In Old English, ye was the nominative form of you-plural and you-formal. However the accusative of þu (thou) was þec. When the printing press came, by that point it became þe, and they began using the letter "y" in place of "þ". Which is also how you get Ye Olde Shoppe, it's actually "The". In the former though this was cleared up in print when they began writing "thee".
You-plural as "ye" in nominative stayed, but in other cases, dative, accusative, and instrumental they became "eow", which by Middle English has changed into "you." So by Early Modern English you ended up with thou and you (Norman French spellings) as singular/familiar and plural/formal, and "ye" as a variation of "you" only in nominative case.
What happened next was that in the South, primarily London, the usage of "thou" was seen as impolite, though it was still used elsewhere. When widespread public education came in early forms in the 17th century, it began to really hammer down.
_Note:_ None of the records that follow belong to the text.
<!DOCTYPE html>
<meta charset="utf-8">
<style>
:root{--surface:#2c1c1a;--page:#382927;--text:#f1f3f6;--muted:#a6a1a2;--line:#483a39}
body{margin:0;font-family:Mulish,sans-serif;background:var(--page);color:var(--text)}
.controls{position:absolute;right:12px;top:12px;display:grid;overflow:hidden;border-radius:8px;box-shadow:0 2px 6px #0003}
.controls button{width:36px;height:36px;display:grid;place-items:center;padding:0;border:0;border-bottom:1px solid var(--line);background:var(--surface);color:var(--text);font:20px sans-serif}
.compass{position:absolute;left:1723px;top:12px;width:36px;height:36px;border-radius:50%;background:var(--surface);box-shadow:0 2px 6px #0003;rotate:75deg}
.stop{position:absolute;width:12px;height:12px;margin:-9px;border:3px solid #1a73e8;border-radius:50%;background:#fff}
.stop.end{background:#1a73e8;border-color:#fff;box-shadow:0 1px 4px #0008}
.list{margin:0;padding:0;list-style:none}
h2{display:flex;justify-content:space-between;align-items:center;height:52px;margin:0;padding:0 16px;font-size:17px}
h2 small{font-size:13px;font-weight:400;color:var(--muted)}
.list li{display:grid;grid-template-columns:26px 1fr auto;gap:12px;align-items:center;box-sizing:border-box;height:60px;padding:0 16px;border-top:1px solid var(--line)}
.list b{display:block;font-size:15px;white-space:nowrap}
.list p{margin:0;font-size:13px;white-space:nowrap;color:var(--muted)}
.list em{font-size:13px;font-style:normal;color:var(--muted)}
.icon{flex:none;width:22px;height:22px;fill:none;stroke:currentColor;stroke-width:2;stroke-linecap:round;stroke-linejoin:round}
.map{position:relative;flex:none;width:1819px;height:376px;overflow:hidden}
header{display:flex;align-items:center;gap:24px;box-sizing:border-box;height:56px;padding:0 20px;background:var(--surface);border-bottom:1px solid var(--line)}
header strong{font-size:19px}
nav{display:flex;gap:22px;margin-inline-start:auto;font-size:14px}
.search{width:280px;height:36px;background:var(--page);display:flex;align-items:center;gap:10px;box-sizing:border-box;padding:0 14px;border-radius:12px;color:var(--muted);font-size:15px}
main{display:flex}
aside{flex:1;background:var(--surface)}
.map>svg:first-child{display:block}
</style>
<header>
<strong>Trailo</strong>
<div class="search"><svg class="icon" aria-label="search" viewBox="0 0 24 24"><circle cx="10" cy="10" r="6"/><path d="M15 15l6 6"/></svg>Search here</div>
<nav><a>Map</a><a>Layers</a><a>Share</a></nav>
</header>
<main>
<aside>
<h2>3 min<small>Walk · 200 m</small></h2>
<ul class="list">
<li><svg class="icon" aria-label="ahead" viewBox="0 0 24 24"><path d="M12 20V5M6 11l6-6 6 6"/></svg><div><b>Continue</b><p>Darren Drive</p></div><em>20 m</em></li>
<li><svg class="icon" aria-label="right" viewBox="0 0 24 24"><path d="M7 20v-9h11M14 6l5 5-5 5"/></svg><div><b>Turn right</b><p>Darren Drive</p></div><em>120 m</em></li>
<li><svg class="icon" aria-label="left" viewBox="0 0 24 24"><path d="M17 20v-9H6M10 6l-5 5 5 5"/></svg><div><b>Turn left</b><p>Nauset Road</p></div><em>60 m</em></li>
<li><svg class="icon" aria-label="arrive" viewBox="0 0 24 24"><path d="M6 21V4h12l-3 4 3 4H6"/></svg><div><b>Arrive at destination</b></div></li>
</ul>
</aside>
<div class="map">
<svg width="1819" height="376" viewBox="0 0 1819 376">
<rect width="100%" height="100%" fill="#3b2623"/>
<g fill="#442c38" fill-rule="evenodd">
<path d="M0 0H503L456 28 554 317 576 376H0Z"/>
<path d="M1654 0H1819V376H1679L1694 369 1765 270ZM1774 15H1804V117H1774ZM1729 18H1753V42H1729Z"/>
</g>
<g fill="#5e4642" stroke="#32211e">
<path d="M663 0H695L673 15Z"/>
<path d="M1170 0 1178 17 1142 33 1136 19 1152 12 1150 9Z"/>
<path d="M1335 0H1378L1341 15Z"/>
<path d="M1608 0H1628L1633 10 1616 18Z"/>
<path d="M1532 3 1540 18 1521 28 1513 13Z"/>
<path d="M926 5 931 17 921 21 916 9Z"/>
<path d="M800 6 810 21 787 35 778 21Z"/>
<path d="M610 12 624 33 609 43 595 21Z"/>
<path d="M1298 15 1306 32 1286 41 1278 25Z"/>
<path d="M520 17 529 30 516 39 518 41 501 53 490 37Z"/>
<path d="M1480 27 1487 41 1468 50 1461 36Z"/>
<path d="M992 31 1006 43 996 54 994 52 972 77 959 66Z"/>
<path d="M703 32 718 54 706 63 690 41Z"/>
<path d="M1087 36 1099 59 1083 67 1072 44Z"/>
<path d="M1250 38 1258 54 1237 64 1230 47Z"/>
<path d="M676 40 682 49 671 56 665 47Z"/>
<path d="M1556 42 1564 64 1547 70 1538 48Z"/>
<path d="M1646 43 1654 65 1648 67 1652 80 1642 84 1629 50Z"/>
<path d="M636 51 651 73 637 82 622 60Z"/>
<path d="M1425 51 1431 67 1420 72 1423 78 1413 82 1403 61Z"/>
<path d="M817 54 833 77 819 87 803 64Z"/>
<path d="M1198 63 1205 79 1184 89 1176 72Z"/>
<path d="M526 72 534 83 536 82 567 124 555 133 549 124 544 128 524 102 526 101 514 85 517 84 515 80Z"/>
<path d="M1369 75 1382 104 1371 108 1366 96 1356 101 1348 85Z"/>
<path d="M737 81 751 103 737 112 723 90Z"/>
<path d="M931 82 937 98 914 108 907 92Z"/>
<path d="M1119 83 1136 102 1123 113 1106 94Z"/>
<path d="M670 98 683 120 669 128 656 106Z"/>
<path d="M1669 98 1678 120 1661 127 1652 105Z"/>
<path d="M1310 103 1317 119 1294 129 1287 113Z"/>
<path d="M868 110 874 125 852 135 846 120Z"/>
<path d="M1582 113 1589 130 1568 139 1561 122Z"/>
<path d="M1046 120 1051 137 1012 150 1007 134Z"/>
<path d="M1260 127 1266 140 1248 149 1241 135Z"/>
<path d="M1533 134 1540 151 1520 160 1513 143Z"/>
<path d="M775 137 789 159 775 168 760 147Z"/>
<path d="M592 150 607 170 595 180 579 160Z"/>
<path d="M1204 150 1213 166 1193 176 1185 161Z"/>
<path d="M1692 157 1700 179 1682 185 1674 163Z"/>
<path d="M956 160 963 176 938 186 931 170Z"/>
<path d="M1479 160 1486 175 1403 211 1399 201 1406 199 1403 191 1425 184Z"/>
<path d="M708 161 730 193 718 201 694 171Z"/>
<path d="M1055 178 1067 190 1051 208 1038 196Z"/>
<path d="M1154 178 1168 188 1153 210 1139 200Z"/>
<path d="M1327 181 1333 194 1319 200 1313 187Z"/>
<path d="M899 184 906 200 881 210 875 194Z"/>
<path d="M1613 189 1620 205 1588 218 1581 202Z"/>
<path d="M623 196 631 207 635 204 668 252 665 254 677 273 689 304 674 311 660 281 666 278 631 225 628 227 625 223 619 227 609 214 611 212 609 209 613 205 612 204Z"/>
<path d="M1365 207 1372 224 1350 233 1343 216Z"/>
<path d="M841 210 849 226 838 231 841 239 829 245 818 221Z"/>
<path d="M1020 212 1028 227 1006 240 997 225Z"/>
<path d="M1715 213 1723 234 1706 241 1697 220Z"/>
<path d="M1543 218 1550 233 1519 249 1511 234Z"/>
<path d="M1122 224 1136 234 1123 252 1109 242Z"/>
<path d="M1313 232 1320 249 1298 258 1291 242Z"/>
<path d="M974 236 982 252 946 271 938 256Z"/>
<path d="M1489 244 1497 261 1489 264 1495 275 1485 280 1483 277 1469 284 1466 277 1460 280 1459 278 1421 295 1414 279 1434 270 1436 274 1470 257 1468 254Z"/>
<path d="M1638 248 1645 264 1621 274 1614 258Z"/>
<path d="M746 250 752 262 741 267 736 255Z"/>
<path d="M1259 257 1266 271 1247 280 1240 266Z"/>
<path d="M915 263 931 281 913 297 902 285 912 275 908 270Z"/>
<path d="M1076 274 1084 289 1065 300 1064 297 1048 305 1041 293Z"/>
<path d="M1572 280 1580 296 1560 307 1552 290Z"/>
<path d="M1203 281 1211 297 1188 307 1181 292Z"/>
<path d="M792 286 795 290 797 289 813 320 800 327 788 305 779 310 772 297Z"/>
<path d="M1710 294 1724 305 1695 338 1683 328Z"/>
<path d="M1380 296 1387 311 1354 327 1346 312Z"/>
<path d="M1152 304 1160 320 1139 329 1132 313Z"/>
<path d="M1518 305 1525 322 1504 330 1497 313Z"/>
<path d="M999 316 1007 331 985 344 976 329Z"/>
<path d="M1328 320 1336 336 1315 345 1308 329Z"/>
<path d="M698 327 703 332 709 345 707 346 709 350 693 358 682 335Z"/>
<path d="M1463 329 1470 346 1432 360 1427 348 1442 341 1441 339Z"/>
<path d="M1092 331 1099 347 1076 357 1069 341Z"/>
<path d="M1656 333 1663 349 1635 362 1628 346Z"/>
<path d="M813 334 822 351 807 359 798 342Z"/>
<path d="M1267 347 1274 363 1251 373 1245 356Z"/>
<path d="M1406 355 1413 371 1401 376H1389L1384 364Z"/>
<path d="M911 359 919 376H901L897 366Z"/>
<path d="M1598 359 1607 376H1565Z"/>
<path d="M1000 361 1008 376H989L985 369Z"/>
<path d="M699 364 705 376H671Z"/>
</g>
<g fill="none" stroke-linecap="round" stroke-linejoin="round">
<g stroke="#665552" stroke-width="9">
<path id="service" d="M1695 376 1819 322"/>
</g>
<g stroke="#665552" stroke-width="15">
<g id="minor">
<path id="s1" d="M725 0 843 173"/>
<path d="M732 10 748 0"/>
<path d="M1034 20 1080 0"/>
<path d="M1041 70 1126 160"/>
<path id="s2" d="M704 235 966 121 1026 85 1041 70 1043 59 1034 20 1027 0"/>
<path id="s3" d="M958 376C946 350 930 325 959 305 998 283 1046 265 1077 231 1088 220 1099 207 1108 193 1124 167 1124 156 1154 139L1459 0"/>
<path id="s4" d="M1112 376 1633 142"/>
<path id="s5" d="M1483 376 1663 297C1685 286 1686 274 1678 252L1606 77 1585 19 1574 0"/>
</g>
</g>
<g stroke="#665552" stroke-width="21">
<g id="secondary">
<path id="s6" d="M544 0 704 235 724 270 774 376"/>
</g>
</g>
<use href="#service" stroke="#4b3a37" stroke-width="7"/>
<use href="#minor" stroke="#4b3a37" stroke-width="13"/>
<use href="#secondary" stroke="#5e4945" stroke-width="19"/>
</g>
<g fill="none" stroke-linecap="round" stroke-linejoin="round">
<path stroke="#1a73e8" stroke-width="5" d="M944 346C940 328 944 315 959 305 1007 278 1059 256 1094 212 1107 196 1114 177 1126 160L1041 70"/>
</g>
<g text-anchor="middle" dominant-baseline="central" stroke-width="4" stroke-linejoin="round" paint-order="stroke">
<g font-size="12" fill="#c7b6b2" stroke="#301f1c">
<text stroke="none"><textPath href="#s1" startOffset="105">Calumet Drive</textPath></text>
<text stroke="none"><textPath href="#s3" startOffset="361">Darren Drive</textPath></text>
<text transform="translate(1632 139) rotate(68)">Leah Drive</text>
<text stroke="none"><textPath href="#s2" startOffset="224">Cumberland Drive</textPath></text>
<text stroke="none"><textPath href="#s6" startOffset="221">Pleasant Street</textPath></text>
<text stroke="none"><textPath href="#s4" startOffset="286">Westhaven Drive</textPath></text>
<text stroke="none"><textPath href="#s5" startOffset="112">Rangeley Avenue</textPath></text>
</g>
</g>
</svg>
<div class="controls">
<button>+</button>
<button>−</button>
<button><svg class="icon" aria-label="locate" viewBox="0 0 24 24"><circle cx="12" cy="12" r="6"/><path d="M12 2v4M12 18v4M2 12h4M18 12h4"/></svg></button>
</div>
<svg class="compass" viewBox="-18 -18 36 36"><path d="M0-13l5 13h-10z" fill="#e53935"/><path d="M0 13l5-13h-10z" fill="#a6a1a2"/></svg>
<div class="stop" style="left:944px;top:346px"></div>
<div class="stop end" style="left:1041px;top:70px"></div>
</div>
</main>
Shakespeare is interesting because he actually used thou a lot in his plays but even at that time it began to fall out of use. He likely did not say it in every day speech, but it wasn't as strange to hear as it is now. There are even isolated dialects of English that still use it.
Certainly though "ye" over "you" for plural specifically was already isolated by 1611 when the King James Bible was written and was one of the many things that made it archaic even at the time it came out. I like "ye" though.